Steven Kaplan, a finance professor at the University of Chicago, said it's far from clear that Ackman's Valeant gambit will work out for his investors.
"Ackman and Pershing are very smart" he said "That said, they have winners and losers like everyone else. Valeant has been a winner for a while. But, nothing lasts forever in the stock market."
The Valeant squabble has hurt Pershing Square, which had bought more than $2 billion worth of Valeant shares and was Valeant's third-largest shareholder as of its latest Securities and Exchange Commission filing Sept. 30.
In response to the latest flap, Pershing bought 2 million more Valeant shares, for about $225 million, on Oct. 21.
Returns of Pershing Square's closed-end fund, seen as a proxy for Ackman's overall hedge fund operation, were off 15.9% for the year through Oct. 27. It had been up as much as 11% in mid-August.
FOR THE RECORD
Oct. 31, 12:06 p.m.: An earlier version of this article referred to one of Bill Ackman's Pershing Square Capital Management investments as a closed-end mutual fund.
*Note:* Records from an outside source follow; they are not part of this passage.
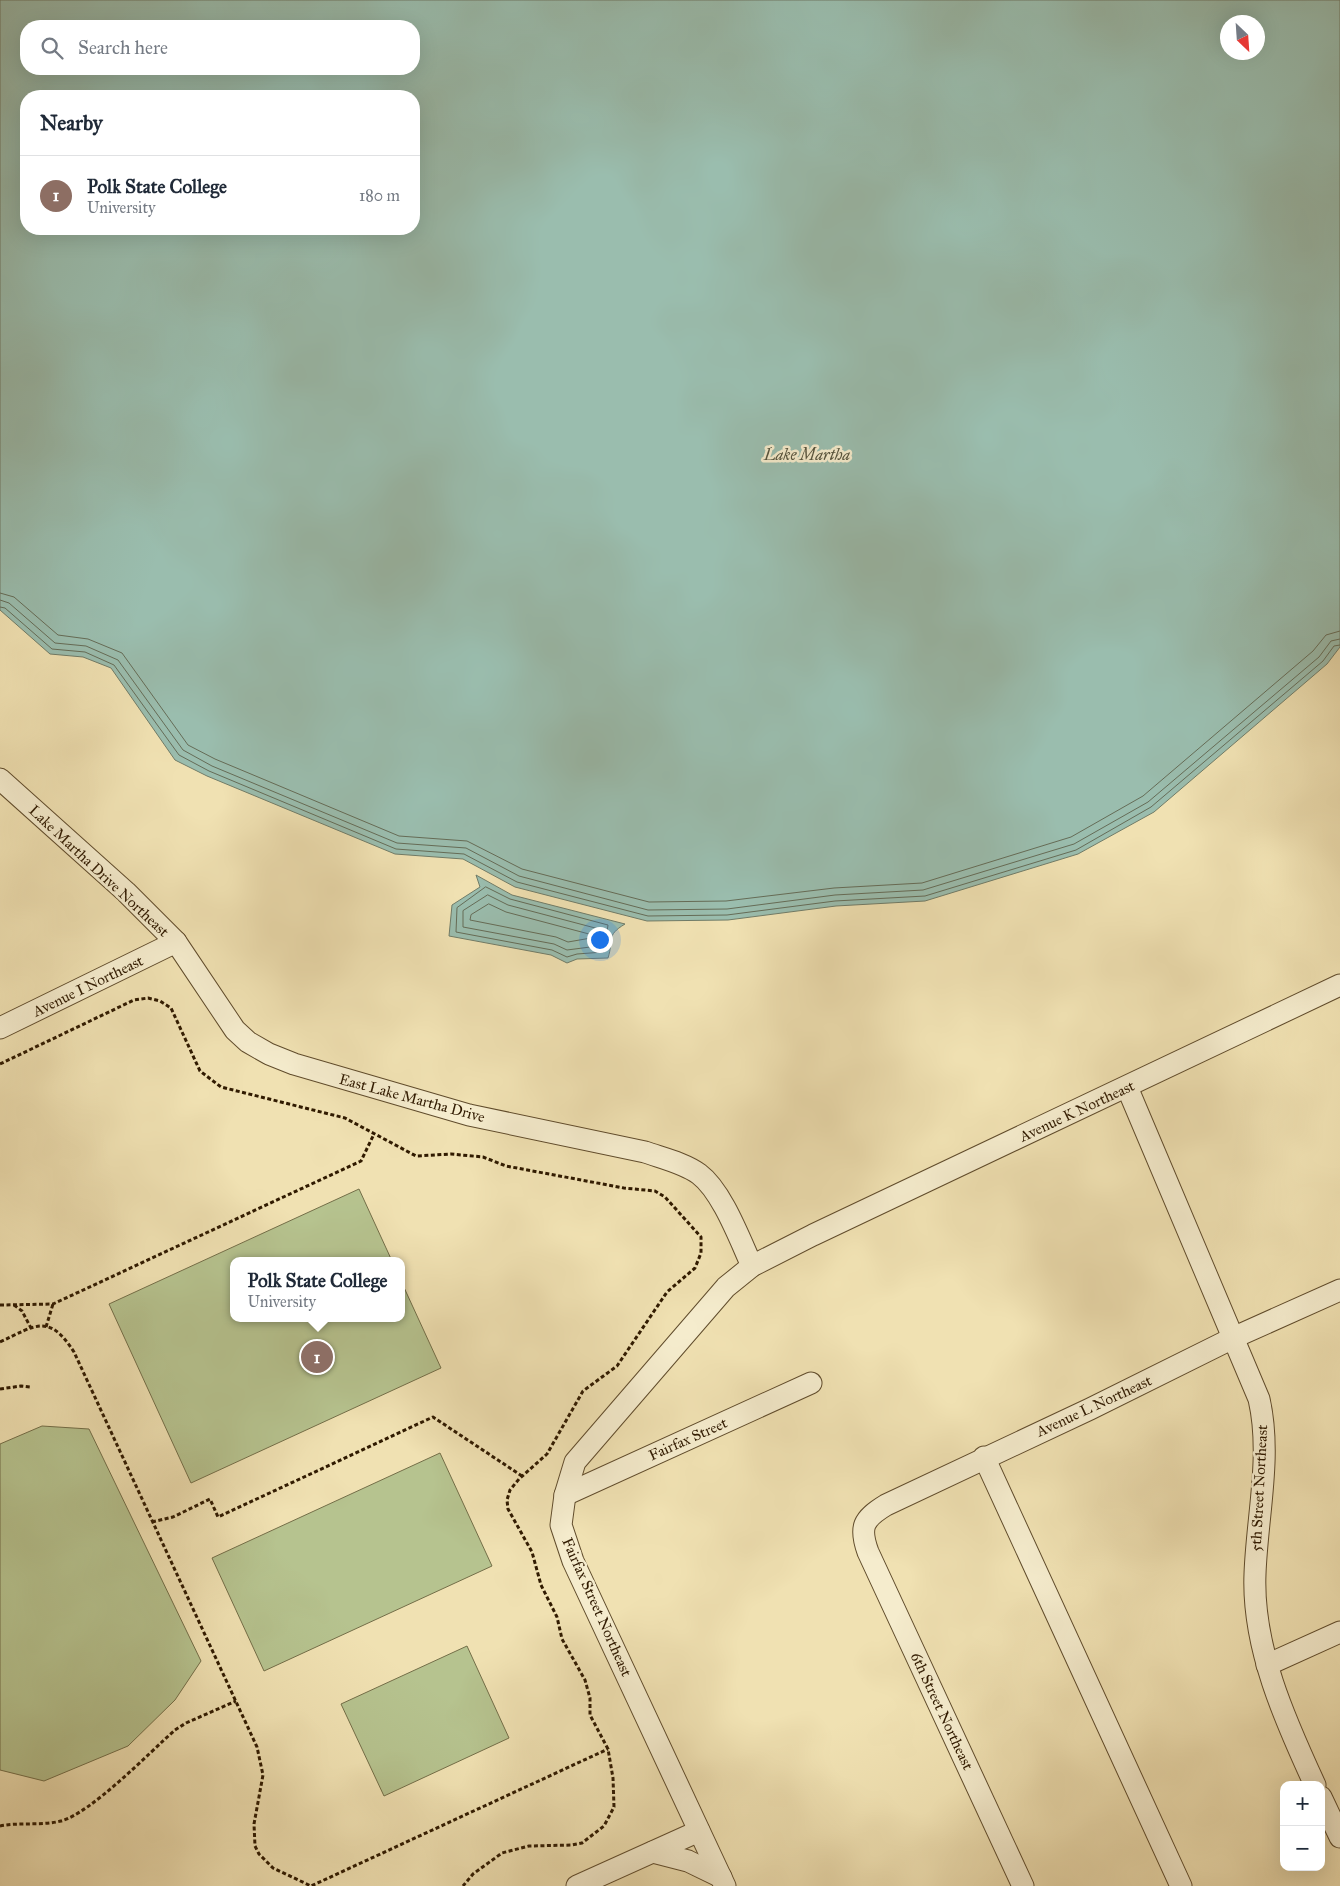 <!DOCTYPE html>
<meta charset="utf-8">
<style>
:root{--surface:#fff;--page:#f2f2f3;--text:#1f2937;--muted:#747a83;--line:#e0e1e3;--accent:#d93025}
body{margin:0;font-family:"IM FELL Great Primer",serif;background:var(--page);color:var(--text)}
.controls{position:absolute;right:15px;bottom:15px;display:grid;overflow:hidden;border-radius:10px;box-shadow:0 5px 20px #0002}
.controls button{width:45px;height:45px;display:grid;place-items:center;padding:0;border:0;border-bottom:1px solid var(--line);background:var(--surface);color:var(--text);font:25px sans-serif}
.compass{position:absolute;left:1220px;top:15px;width:45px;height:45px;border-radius:50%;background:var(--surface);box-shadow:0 5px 20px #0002;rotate:155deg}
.you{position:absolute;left:599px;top:939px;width:18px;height:18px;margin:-12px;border:4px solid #fff;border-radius:50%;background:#1a73e8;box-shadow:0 0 0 8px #1a73e833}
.badge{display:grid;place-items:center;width:32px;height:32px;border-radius:50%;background:var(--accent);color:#fff;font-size:16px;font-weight:700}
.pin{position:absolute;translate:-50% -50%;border:2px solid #fff;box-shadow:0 1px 5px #0006}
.popup{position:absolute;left:230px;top:1257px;width:175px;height:65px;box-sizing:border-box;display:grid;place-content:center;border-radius:10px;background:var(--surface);filter:drop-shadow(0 1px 4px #0005);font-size:16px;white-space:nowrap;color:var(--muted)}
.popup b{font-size:19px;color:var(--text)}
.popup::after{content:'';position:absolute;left:50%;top:100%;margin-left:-10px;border:10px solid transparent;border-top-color:var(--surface)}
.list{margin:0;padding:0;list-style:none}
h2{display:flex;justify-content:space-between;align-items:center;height:65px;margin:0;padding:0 20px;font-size:21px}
h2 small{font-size:16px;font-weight:400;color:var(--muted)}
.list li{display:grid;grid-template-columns:32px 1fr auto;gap:15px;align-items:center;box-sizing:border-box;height:80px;padding:0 20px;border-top:1px solid var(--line)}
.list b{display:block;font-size:19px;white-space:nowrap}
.list p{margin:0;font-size:16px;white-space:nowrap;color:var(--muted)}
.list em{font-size:16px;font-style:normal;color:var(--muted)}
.icon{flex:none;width:28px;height:28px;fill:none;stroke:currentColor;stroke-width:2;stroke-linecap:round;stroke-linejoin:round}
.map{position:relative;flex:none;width:1340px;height:1886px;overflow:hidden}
.search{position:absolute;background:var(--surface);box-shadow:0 5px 20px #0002;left:20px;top:20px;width:400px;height:55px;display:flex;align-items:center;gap:12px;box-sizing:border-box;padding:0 18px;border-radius:20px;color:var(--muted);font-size:19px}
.panel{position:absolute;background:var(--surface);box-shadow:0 5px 20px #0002;left:20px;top:90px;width:400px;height:145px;border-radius:20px}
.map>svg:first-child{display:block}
.green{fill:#b6c38f;stroke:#736e48}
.water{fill:#9abdae;stroke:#707c68;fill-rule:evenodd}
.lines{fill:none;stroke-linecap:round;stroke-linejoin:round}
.shore{stroke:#656c57;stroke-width:1}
.minor-casing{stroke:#604c2c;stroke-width:23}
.path{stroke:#301a00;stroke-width:3;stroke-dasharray:4 2.5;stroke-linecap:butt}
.minor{stroke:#f5eccd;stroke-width:21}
.labels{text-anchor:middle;stroke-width:5;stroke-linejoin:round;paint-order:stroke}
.street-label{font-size:15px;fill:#301a00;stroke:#f5eccd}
.water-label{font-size:16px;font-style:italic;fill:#55533d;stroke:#f5eccd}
</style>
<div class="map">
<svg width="1340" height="1886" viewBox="0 0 1340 1886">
<rect width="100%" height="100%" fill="#f0e1b2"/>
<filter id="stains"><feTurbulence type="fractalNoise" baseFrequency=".004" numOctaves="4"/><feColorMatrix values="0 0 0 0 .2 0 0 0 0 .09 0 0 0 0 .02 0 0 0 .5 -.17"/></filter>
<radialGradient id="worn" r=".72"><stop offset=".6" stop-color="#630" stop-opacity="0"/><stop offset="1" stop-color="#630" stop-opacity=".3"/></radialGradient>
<g class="green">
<path d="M 359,1189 L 392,1261 L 233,1261 L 233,1318 L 401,1318 L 401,1281 L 441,1368 L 191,1483 L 109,1304 Z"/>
<path d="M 42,1426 L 89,1429 L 201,1661 L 175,1700 L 128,1746 L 44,1781 L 0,1770 L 0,1444 Z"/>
<path d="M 440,1453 L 492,1566 L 264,1671 L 212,1558 Z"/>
<path d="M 467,1646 L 509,1738 L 384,1796 L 341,1704 Z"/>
</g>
<g class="water">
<path d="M 0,0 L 1340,0 L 1340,647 L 1327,664 L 1154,812 L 1078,854 L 925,901 L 836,906 L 728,920 L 647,921 L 515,887 L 463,859 L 395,854 L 207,776 L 175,760 L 111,668 L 83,657 L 50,654 L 0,610 ZM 1228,22 L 1258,22 L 1258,52 L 1228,52 ZM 26,26 L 414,26 L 414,69 L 26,69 ZM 26,96 L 414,96 L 414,229 L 26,229 Z"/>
<path d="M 476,875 L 512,895 L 625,924 C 605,936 614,940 608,958 L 577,959 L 567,963 L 551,955 L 449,936 L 452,905 L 480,887 Z"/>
</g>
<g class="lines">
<g class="shore">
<path d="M 0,593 L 14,597 L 58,635 L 88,639 L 122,653 L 188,745 L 215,759 L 399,836 L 467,841 L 522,869 L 649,902 L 726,901 L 834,888 L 922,883 L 1071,837 L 1143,796 L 1313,651 L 1326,635 L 1340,631"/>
<path d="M 0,600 L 9,603 L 55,643 L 86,646 L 118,660 L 183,750 L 212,766 L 397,843 L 466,848 L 519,876 L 648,910 L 727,909 L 835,895 L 923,890 L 1074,844 L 1148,802 L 1319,657 L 1331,641 L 1340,639"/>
<path d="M 0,607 L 5,608 L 52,649 L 85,652 L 114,665 L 179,755 L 209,771 L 396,849 L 464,854 L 517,882 L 648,916 L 727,915 L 835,901 L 925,896 L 1076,850 L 1151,807 L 1323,661 L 1334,646 L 1340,645"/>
<path d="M 486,887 L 510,899 L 608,925 L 604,952 L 577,954 L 567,957 L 552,950 L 456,932 L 457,908 Z"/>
<path d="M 488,895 L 508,905 L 599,929 L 598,946 L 567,950 L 554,944 L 463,927 L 463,911 Z"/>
<path d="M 489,904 L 506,912 L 589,934 L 591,938 L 568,942 L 556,937 L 470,920 L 471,915 Z"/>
</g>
<defs>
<g id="minor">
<path d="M 0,779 L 126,892 L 176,942 L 235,1030 L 248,1042 L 269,1054 L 294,1064 L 469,1115 L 645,1152 C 662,1158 684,1163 699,1174 C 722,1191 740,1240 752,1266"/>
<path d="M 0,1028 L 176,942"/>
<path d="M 1127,1087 L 1259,1399 C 1272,1456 1257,1516 1255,1574 C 1252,1647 1285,1720 1315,1785"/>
<path d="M 984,1457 L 1181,1886"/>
<path d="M 565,1495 L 811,1383"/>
<path d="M 1267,1665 L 1340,1632"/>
<path d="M 1321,1797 L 1340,1837"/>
<path d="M 653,1852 L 688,1861 L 721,1877"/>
<path d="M 577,1886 L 699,1831"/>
<path d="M 725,1886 L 573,1561 L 561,1525 L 565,1495 L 575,1462 L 726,1287 L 752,1266 L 813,1235 L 1340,985"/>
<path d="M 1023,1886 L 868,1552 C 859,1527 863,1519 886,1505 L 1090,1409 L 1235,1337 L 1340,1290"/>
</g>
</defs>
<use href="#minor" class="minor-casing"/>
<g class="path">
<path d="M 0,1064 L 134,1000 L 148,998 L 160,1001 L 171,1008 L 200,1071 L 221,1087 L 345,1118 L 416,1156 L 451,1154 L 483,1157 L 506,1166 L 624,1188 L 655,1191 L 665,1197 L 701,1237 L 701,1253 L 695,1268 L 667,1292 L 617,1366 L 583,1391 L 547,1454 L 519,1479 L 510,1490 L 507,1500 L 508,1509 L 532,1552 L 541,1585 L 557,1617 L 562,1639 L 585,1680 L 590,1698 L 590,1715 L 608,1749 L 613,1778 L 614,1807 L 604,1826 L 582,1843 L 572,1845 L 529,1846 L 502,1853 L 473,1874 L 463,1886"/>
<path d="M 0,1305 L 53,1304 L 361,1161 L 374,1134"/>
<path d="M 14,1305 L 22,1311 L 31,1328"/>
<path d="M 46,1327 L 53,1304"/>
<path d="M 0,1342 C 36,1325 49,1313 74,1352 L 257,1747 L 263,1775 L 254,1824 L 255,1846 L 259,1854 L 273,1868 L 311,1886 L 608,1749"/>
<path d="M 0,1389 L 21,1386 L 30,1387"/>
<path d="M 152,1522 L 173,1517 L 210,1499 L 218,1517 L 433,1417 L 522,1476"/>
<path d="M 0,1826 C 20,1822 41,1826 61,1821 C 91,1813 149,1753 175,1730 L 186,1723 L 236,1701"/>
</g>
<use href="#minor" class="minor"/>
</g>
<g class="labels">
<g class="street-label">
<text transform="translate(99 871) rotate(43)" y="5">Lake Martha Drive Northeast</text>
<text transform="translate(88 986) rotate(-26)" y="5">Avenue I Northeast</text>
<text transform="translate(412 1098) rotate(15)" y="5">East Lake Martha Drive</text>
<text transform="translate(1077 1111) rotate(-25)" y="5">Avenue K Northeast</text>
<text transform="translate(1094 1406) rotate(-25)" y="5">Avenue L Northeast</text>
<text transform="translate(688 1439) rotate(-24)" y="5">Fairfax Street</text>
<text transform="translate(1259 1488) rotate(-87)" y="5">5th Street Northeast</text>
<text transform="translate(597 1607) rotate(66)" y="5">Fairfax Street Northeast</text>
<text transform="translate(942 1711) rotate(65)" y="5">6th Street Northeast</text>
</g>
<g class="water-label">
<text x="807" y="460">Lake Martha</text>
</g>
</g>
<rect width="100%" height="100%" filter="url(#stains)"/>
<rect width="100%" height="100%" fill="url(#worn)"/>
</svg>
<div class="controls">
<button>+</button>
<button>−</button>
</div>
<svg class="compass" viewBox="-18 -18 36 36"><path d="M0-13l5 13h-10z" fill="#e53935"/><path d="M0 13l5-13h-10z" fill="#747a83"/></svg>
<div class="you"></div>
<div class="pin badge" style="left:317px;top:1357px;background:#8d6e63">1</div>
<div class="popup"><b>Polk State College</b>University</div>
<div class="search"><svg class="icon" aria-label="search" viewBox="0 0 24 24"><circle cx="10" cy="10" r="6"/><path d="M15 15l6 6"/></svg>Search here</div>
<section class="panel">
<h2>Nearby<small></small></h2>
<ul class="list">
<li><span class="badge" style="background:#8d6e63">1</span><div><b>Polk State College</b><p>University</p></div><em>180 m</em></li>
</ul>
</section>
</div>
It is a closed-end fund, but not a mutual fund.
The 49-year-old New York area native started his first investment firm with a partner shortly after graduating from Harvard Business School in 1992, then started Pershing Square in 2004. He became known for placing a few out-sized bets based on meticulous financial research, often backed by political-style campaigns to sway other investors to his side.
One of his biggest successes involved a years-long campaign in the mid-2000s against most of the rest of Wall Street, warning that the $2.5 trillion bond-insurance industry was a catastrophe waiting to happen.
That warning was borne out when mortgage bonds began to collapse in 2007. A vocal Ackman campaign in 2005 to pressure Wendy's International to sell its Tim Horton's doughnut chain was considered an investment success. Another in 2010 to force major changes at J.C. Penney was not.
But while few doubt his investing acumen — Pershing Square is perennially ranked among the top hedge fund performers — his brash style has generated hostility from fellow investors, as well as corporate targets.
His attack on Herbalife sparked heated arguments among hedge fund managers, such as Carl Icahn, who took the opposite position and began buying shares as he clashed with Ackman in several televised interviews.